Generelle ting, men også eksempler på tilfeldige rutevalg. Eksempelkart på lands, region og lokal nivå. Utfordringer ved automatiske valg. Mikromiljøer, etc.

Antall habitater/regioner/forklaringsvariabler å estimere effekt av

Locations and number of visits

Variasjon mellom plasser, mellom år innen plasser, størrelser på nedganger og variasjon.

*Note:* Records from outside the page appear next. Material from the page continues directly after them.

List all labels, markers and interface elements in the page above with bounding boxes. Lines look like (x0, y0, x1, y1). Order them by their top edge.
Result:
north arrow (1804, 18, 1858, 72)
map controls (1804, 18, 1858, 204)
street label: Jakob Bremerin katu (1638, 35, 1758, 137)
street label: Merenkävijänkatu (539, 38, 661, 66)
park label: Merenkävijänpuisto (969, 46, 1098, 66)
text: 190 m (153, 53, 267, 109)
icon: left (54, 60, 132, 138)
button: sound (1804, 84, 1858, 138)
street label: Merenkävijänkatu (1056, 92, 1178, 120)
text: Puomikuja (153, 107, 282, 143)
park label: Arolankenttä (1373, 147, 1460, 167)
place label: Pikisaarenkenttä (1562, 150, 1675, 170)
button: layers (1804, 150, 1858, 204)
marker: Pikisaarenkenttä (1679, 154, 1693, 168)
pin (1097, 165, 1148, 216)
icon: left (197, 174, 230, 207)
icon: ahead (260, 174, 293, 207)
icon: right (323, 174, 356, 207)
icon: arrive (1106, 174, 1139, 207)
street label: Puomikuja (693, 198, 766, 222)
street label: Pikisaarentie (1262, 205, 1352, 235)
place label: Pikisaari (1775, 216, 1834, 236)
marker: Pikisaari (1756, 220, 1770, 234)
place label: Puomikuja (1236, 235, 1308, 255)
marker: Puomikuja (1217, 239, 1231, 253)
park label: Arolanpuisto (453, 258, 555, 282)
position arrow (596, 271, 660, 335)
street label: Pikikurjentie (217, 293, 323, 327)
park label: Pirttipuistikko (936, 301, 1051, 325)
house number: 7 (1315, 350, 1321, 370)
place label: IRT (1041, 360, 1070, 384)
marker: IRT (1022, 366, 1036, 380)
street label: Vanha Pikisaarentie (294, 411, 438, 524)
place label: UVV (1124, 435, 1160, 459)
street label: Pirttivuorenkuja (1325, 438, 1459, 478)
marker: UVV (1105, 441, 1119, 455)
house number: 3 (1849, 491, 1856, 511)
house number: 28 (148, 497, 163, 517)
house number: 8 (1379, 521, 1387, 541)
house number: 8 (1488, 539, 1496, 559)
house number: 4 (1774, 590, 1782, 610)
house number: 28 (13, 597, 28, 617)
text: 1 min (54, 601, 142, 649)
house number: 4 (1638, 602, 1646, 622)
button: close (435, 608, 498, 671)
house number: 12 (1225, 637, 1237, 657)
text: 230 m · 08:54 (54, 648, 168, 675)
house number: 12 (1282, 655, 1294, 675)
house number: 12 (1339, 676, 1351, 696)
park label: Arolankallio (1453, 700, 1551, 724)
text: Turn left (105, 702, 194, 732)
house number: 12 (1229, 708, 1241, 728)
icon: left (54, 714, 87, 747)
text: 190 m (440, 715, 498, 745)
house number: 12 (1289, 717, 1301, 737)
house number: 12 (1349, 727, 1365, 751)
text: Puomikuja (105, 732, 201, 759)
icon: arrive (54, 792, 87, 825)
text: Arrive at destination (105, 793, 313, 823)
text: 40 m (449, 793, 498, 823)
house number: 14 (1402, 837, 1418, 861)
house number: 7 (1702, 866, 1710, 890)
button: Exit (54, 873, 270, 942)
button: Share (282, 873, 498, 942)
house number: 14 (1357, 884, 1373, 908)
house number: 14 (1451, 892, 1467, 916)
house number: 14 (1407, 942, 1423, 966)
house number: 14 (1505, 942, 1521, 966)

In a survey design for time series data, you typically pick a number of sites that you revisit a number of times. Revisiting is needed to identify time trends, and the weaker the time trend, the more years have to pass before you can detect a difference. Figure \ref{revisitPlot} shows a hypothetical example of 5 sites that differ in their overall values, but follow the same time trend. In addition, there is a little bit of random variation for each sample. Since they follow the same trend, you wouldn't have to visit more than one, strictly speaking. In practice however, they will vary somewhat in their time trends, so you would still want to sample a set of sites to correctly identify the underlying common trend. If you like to estimate the overall abundance level, you also would want to sample several sites to account for the variation in baseline levels for the different sites.

set.seed(1234)

test5yearsTrend <- createOccNorm(map10km, 
                              intercept = 10,
                              sigmaFylke = 0, 
                              sigmaKommune = 0, 
                              sigmaGrid = 0.2,
                              sigmaSurvey = 0.01,
                              nYears = 5,
                              interceptTrend = -0.05,
                              sigmaFylkeTrend = 0,
                              sigmaKommuneTrend = 0,
                              sdInterceptTrend = 0,
                              sortGrid = F, 
                              sortFylke = F, 
                              sortKommune = F)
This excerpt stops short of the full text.